> _Task description_
Every line of the material has to be retyped exactly.

> _Records provided_
== Segment start ==
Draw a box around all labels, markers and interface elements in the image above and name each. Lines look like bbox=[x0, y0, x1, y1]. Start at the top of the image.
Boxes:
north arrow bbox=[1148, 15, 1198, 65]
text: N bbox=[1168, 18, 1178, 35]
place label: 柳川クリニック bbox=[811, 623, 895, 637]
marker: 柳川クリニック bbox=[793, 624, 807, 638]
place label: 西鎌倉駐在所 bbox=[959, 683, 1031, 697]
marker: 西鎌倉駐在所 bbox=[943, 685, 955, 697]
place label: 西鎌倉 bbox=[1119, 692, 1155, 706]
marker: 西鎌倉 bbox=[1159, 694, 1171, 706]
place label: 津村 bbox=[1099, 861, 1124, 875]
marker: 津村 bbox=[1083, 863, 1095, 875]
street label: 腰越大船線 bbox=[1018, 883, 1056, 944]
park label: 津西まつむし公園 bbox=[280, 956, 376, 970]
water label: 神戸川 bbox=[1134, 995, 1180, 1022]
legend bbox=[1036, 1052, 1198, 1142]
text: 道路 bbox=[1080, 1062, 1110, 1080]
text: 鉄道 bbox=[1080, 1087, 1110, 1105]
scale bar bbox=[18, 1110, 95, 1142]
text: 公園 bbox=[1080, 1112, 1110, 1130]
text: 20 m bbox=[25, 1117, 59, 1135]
== Segment end ==
> _Output of the task_
Draw a box around all labels, markers and interface elements in the image above and name each. Lines look like bbox=[x0, y0, x1, y1]. Start at the top of the image.
Boxes:
north arrow bbox=[1148, 15, 1198, 65]
text: N bbox=[1168, 18, 1178, 35]
place label: 柳川クリニック bbox=[811, 623, 895, 637]
marker: 柳川クリニック bbox=[793, 624, 807, 638]
place label: 西鎌倉駐在所 bbox=[959, 683, 1031, 697]
marker: 西鎌倉駐在所 bbox=[943, 685, 955, 697]
place label: 西鎌倉 bbox=[1119, 692, 1155, 706]
marker: 西鎌倉 bbox=[1159, 694, 1171, 706]
place label: 津村 bbox=[1099, 861, 1124, 875]
marker: 津村 bbox=[1083, 863, 1095, 875]
street label: 腰越大船線 bbox=[1018, 883, 1056, 944]
park label: 津西まつむし公園 bbox=[280, 956, 376, 970]
water label: 神戸川 bbox=[1134, 995, 1180, 1022]
legend bbox=[1036, 1052, 1198, 1142]
text: 道路 bbox=[1080, 1062, 1110, 1080]
text: 鉄道 bbox=[1080, 1087, 1110, 1105]
scale bar bbox=[18, 1110, 95, 1142]
text: 公園 bbox=[1080, 1112, 1110, 1130]
text: 20 m bbox=[25, 1117, 59, 1135]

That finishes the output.